Entre ese mar de información, imposible no sentirme perdida, observada con cada like, preocupada. No por mí, por el futuro.
Hace algunos años una amiga decía en tono de broma: «¿Facebook? Facebook es... ¡el diablo!».
Mucho se ha hablado de los efectos de esta red social en el estado de ánimo de sus usuarios, de la falsa imagen que nos empeñamos en crear, de la felicidad a medias que logramos transmitir, etc. Pero, en el momento de escuchar que Facebook tenía su origen en el infierno, aún no existía el WhatsApp en nuestras vidas.
El mayor sustituto del contacto humano, ese refugio en el que escribimos lo que a veces no podemos decir, esa herramienta tan útil y a la vez tan nefasta. Recuerdo que en una ocasión escuché con sorpresa de la extraña obsesión por verificar la última conexión de «esa persona». Me sentí aliviada y debo confesar que hasta agradecida de pertenecer a otra generación. Inevitablemente, después me sentí vieja.
[frasepzp1]
Mis demonios no se manifestaron así. Tenían otra forma: estrés, culpa, enojo, frustración y muchas pero muchas ganas de mandarlo todo a la mierda. Ganas, por supuesto, reprimidas porque ahora todo lo que haga o diga tendrá efecto en la vida de alguien más. Ganas que se alivian con la opción delete all messages, pero que nunca llegan a la solución final: exit group.

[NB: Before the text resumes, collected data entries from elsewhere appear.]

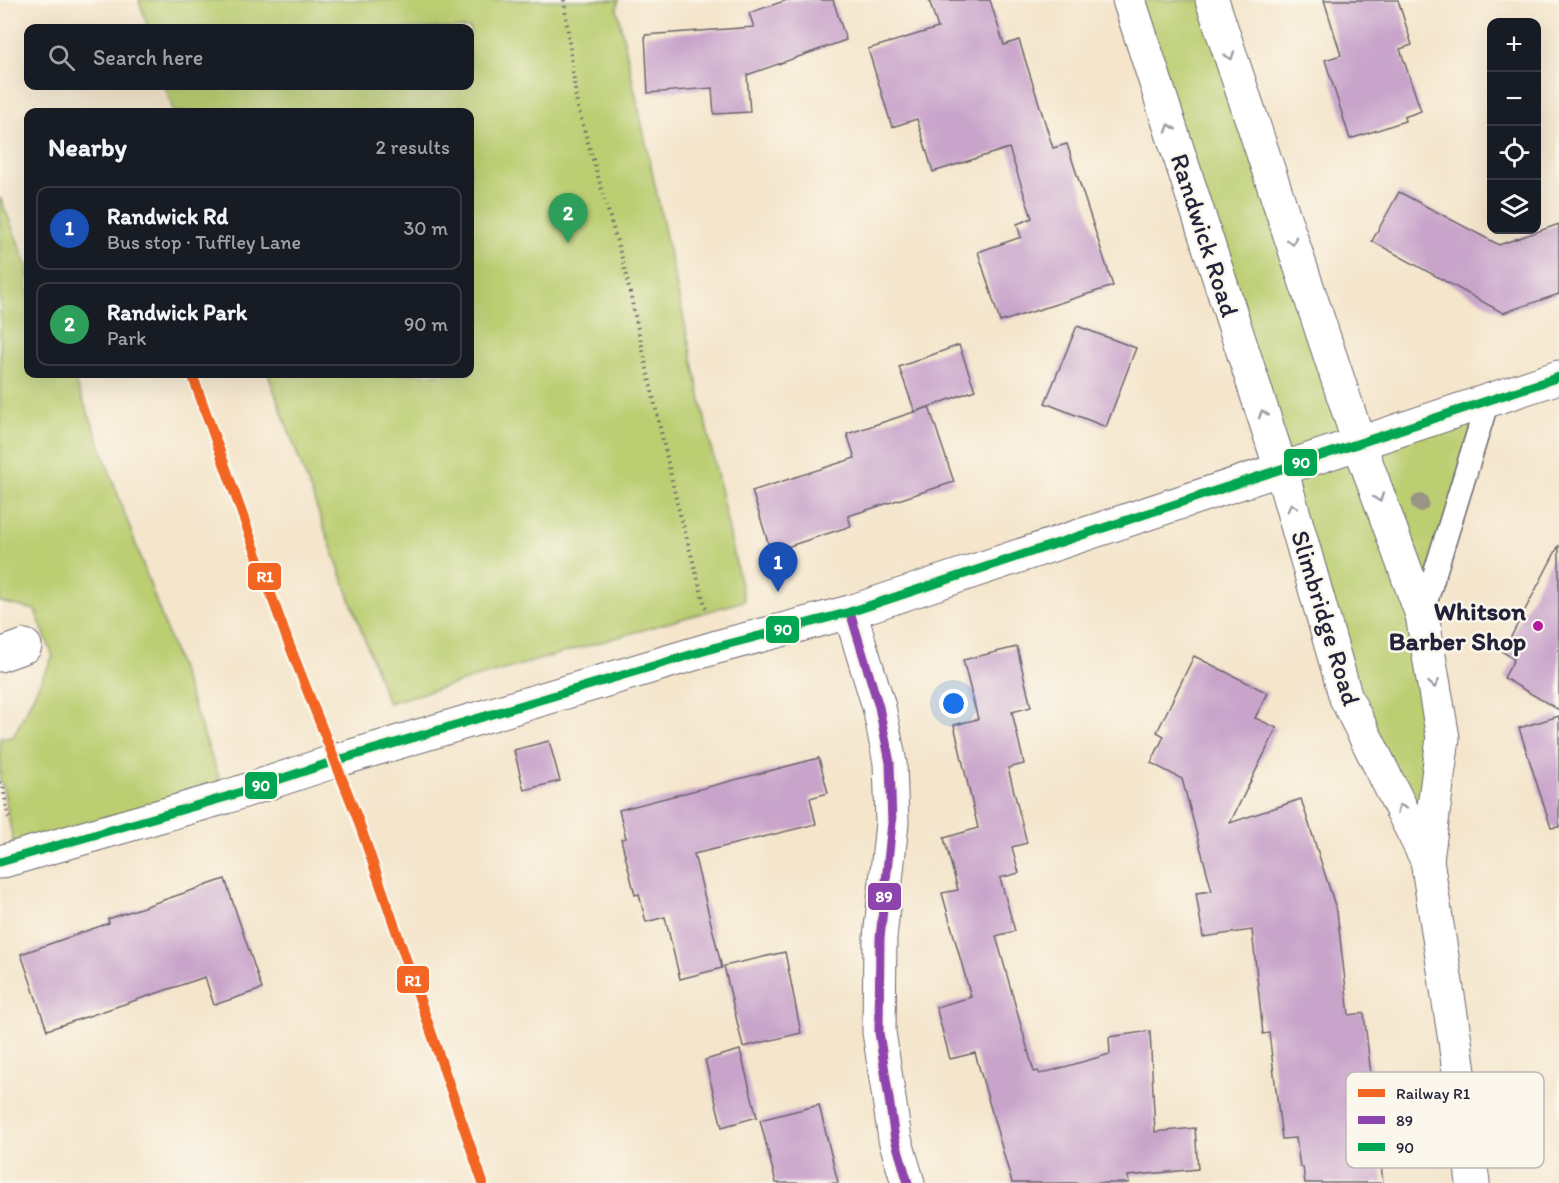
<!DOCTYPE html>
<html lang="en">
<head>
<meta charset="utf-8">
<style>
	:root { --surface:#171b24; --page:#242831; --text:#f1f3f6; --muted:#9ea1a6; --line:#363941; --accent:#b45309 }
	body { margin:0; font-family:Itim,sans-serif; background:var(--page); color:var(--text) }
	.controls { position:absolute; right:18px; top:18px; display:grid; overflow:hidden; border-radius:12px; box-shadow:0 6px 24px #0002 }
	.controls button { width:54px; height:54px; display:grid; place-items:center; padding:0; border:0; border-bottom:2px solid var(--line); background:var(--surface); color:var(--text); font:30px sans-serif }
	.you { position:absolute; left:954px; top:704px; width:21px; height:21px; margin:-15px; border:4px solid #fff; border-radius:50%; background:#1a73e8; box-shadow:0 0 0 9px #1a73e833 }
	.badge { display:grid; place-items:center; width:39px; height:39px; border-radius:50%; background:var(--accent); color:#fff; font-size:20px; font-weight:700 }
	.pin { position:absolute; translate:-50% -50px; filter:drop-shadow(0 2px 3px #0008) }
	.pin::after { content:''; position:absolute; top:32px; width:21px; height:18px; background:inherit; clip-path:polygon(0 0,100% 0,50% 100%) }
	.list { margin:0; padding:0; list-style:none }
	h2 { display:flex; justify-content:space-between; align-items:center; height:78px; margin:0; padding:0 24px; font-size:26px }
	h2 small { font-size:20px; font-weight:400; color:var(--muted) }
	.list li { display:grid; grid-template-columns:39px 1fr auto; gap:18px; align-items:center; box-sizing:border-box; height:84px; margin:0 12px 12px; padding:0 12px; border:2px solid var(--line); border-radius:12px }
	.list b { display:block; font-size:22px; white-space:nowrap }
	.list p { margin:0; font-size:20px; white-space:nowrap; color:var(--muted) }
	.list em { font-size:20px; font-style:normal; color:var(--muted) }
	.icon { flex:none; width:33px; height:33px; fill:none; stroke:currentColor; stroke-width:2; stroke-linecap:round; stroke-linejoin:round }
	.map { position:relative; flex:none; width:1559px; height:1183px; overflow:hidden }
	.search { position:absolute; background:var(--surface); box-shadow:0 6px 24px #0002; left:24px; top:24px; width:450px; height:66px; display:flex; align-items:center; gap:15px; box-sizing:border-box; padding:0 21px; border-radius:12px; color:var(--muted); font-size:22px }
	.panel { position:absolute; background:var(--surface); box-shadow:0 6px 24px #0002; left:24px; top:108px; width:450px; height:270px; border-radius:12px }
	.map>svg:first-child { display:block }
</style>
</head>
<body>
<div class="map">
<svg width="1559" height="1183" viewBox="0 0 1559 1183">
	<rect width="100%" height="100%" fill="#fbf7ec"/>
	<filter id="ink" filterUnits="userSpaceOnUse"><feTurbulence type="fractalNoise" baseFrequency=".0167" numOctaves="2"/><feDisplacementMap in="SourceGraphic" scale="12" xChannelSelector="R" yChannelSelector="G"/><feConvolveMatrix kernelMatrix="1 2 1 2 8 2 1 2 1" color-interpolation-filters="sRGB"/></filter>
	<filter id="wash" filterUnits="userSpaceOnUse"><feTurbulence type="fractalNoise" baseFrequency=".008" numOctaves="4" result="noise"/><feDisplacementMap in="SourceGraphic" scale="24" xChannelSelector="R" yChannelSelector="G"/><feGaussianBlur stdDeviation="1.35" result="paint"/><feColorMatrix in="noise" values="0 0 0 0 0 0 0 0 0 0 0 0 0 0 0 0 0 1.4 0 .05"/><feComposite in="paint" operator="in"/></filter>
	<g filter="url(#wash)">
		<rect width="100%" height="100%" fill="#f4e5cb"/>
		<!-- green -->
		<g fill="#bbce72" stroke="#6e7856" stroke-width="1.5">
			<path d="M 139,0 L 619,0 L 617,8 L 744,601 L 388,703 L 268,374 L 470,374 L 470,112 L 174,112 L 165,86 L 470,86 L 470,28 L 148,28 Z"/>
			<path d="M 1129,0 L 1212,0 L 1359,443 L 1488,400 L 1422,615 L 1443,738 L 1427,860 L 1346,698 Z"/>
			<path d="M 0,197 L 28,267 L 28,374 L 72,374 L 93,425 L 226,797 L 16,858 L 3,787 L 0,782 L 0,738 L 13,737 L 53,656 L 35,610 L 0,602 Z"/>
		</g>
		<g id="blocks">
			<!-- building -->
			<g fill="#c8a3ca">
				<path d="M 787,0 L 833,0 L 846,40 L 747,75 L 750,112 L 714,114 L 712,88 L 648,93 L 645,35 L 754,27 L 749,13 Z"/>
				<path d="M 929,0 L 990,0 L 1004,45 L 1019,40 L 1053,148 L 1067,144 L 1113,286 L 1000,322 L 978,252 L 1021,237 L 1017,224 L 1032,218 L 1009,148 L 933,172 L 917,119 L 892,127 L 868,49 L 938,28 Z"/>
				<path d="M 1324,0 L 1398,0 L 1412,45 L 1400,49 L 1421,111 L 1404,117 L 1405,121 L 1350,139 L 1325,60 L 1341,55 Z"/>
				<path d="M 1399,192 L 1499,245 L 1559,224 L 1559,294 L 1503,313 L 1372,241 Z"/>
				<path d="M 1077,326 L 1136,348 L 1106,427 L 1045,403 Z"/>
				<path d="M 959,345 L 975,390 L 915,412 L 899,367 Z"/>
				<path d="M 929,407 L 954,482 L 848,516 L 851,526 L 771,552 L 752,491 L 855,458 L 847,434 Z"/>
				<path d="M 1559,545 L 1559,710 L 1504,678 L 1514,659 L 1503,652 Z"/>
				<path d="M 1017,647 L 1031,707 L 1012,712 L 1024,764 L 1008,768 L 1027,843 L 1012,847 L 1019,873 L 1000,878 L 1015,931 L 996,936 L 1034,1072 L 1038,1071 L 1040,1074 L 1110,1054 L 1109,1037 L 1150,1031 L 1155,1132 L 1195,1128 L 1198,1169 L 1128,1176 L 1129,1183 L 1012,1183 L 975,1053 L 950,1059 L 936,1007 L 971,997 L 942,893 L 958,890 L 944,838 L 978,828 L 954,725 L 978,719 L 963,660 Z"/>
				<path d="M 1194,656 L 1268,693 L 1255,718 L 1277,728 L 1230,823 L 1301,799 L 1337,912 L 1349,1015 L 1364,1013 L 1383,1183 L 1305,1183 L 1303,1167 L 1300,1167 L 1296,1138 L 1282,1139 L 1269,1033 L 1263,1034 L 1252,930 L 1203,937 L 1196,893 L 1212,891 L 1182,779 L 1151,763 L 1164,736 L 1157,732 Z"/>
				<path d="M 1559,716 L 1559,827 L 1551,828 L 1519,728 Z"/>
				<path d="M 549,741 L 560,781 L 524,790 L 514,750 Z"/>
				<path d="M 819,758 L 828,793 L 810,798 L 816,824 L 694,854 L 722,968 L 680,979 L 665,917 L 646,922 L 639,894 L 635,895 L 621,839 L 626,838 L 619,810 Z"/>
				<path d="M 225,879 L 262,989 L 214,1005 L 205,977 L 47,1030 L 21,954 L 109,923 L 108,919 Z"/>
				<path d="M 785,952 L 801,1033 L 743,1047 L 724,966 Z"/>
				<path d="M 740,1050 L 757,1117 L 722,1127 L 705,1060 Z"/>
				<path d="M 819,1105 L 838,1183 L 776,1183 L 760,1120 Z"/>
			</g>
		</g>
	</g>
	<g filter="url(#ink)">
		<use href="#blocks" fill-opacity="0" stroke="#6c666d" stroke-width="1.5"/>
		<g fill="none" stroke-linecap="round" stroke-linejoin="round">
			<defs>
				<path id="lane" d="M 1422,615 L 1488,400"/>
				<g id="street">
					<path d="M 1129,0 L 1281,469 L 1346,698 L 1427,860"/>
					<path d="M 1212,0 L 1359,443 L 1422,615 L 1443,738 L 1427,860 L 1455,1041 L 1473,1183"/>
					<path d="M 850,612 L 879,707 L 890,763 L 892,823 L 880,938 L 879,1032 L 895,1139 L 908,1183"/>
					<path d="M 0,655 L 25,646"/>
					<path d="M 0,862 L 226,797 L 335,761 L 717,647 L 850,612 L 1559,377"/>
				</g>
			</defs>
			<!-- lane casing -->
			<use href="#lane" stroke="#6c666d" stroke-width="25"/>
			<!-- street casing -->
			<use href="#street" stroke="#6c666d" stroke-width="35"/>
			<!-- path -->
			<g stroke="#6c666d" stroke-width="4" stroke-dasharray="1.5 4.5" stroke-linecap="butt">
				<path d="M 564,0 L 577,105 L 623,262 L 677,503 L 706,609"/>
				<path d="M 0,782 L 3,787 L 9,819"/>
			</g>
			<!-- lane -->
			<use href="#lane" stroke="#fff" stroke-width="22"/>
			<!-- street -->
			<use href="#street" stroke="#fff" stroke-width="33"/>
			<defs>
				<path id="bus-1" d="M 850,612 L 879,707 L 890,763 L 892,823 L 880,938 L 879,1032 L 895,1139 L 908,1183"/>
				<path id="bus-2" d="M 0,862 L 226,797 L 335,761 L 717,647 L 850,612 L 1559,377"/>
			</defs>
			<!-- bus-1 casing -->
			<use href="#bus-1" stroke="#fbf7ec" stroke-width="14"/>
			<!-- bus-2 casing -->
			<use href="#bus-2" stroke="#fbf7ec" stroke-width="14"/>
			<!-- bus-1 -->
			<use href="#bus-1" stroke="#8e44ad" stroke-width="9"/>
			<!-- bus-2 -->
			<use href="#bus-2" stroke="#00a651" stroke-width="9"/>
			<defs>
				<path id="rail-1" d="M 192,374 L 287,639 L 357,817 L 483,1183"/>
			</defs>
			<!-- rail-1 casing -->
			<use href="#rail-1" stroke="#fbf7ec" stroke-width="15"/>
			<!-- rail-1 -->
			<use href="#rail-1" stroke="#f26522" stroke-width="10"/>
		</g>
		<!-- trees -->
		<circle fill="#9a9685" cx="1420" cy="503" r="9"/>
		<!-- one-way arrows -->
		<defs><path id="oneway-chevron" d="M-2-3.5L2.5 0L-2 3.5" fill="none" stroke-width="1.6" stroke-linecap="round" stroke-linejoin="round" transform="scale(1.5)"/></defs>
		<g stroke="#9c9ca7">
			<use href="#oneway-chevron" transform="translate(1230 56) rotate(72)"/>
			<use href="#oneway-chevron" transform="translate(1170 128) rotate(-108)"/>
			<use href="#oneway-chevron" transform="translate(1292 241) rotate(72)"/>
			<use href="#oneway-chevron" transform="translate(1263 414) rotate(-108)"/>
			<use href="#oneway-chevron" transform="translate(1379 498) rotate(70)"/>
			<use href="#oneway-chevron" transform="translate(1292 507) rotate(-106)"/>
			<use href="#oneway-chevron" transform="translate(1434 684) rotate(80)"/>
			<use href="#oneway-chevron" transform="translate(1401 808) rotate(-116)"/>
		</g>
	</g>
	<!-- markers -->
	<circle fill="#b5179e" stroke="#fbf7ec" stroke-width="2" cx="1538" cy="626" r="6"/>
	<g text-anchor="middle" stroke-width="5" stroke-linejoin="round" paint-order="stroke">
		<!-- street labels -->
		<g font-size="26" fill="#22223b" stroke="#fbf7ec">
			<text transform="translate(1205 235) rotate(72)" y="9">Randwick Road</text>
			<text transform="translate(1326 618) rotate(73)" y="9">Slimbridge Road</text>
		</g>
		<!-- poi labels -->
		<g font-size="26" font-weight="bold" fill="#22223b" stroke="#fbf7ec" text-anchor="end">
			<text x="1526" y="620">Whitson<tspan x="1526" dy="30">Barber Shop</tspan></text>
		</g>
	</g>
	<!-- legend -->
	<rect x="1346" y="1072" width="198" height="96" rx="9" fill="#fbf7ec" stroke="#bab7b7" stroke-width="1.5"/>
	<rect x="1358" y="1089" width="27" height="8" fill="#f26522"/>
	<rect x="1358" y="1116" width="27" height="8" fill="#8e44ad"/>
	<rect x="1358" y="1143" width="27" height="8" fill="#00a651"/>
	<g font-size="16" fill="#22223b">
		<text x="1396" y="1099">Railway R1</text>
		<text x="1396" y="1126">89</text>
		<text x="1396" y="1153">90</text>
	</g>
	<g stroke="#fbf7ec" stroke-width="2">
		<rect x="1283" y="448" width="35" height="29" rx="6" fill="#00a651"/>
		<rect x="247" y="562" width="35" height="29" rx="6" fill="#f26522"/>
		<rect x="765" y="615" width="35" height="29" rx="6" fill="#00a651"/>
		<rect x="244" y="771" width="34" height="29" rx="6" fill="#00a651"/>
		<rect x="867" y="882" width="35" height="29" rx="6" fill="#8e44ad"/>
		<rect x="396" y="965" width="34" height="29" rx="6" fill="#f26522"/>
	</g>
	<g font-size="16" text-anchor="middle" font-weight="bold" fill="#fff">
		<text x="1301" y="468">90</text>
		<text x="265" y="582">R1</text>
		<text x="783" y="635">90</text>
		<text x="261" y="791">90</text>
		<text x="884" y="902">89</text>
		<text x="413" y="986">R1</text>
	</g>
</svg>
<div class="controls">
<button>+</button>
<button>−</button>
<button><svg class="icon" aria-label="locate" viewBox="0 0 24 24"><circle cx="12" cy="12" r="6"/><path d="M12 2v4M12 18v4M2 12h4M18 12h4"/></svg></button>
<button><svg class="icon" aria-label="layers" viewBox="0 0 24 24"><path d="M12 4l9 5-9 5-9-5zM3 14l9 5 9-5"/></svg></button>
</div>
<div class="you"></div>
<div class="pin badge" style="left:778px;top:592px;background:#1a4fb4">1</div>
<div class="pin badge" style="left:568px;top:243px;background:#2e9e5b">2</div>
<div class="search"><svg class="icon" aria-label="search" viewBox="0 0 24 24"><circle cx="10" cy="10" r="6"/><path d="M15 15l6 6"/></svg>Search here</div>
<section class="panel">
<h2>Nearby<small>2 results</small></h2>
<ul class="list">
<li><span class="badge" style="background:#1a4fb4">1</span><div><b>Randwick Rd</b><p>Bus stop · Tuffley Lane</p></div><em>30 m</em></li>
<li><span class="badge" style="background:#2e9e5b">2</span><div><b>Randwick Park</b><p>Park</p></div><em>90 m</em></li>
</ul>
</section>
</div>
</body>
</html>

No aspiro a ser una madre ejemplar. Ser una madre —a secas— ya es un reto. Quizá por esa razón me cuesta asimilar lo que sin querer podemos hacernos unas madres a otras en los grupos de mamás. Esos espacios creados, en principio, para tener una mejor comunicación solo sacan a relucir los peores defectos de una sociedad tan fragmentada como la nuestra y nos sobrecargan con una agenda de actividades tan febril como inecesaria. Desde los play dates a media mañana o a media tarde (horarios imposibles para las que queremos tener una carrera) hasta las iniciativas para celebrar cualquier cosa en cualquier momento y con cualquier pretexto (y sin ningún motivo), enviar disfraces o hasta crear un fancy fall look para una foto son factores que solo nos sumergen a nosotras en un torbellino de estrés y a nuestros hijos en la burbuja.
La burbuja. El demonio mayor. Los chats, las palabras y las acciones que nos quieren hacer creer que los niños están viviendo en una sociedad conformada estrictamente por ese ideal de familias perfectas (integradas, heterosexuales, funcionales —ya saben: esas cadenas de WhatsApp con fotos bonitas y rostros relajados—). En ese lugar los problemas no existen, no, salvo para aquella legión de madres que se dejan la vida por proteger la burbuja maquillando el mundo y, sobre todo, para aquellas otras que procuramos salir de ella aguantando las malas miradas de aquellas otras que nos imaginan reventándoles su ficción.
Ya basta. Hoy huelga. Que vean esos chats los padres.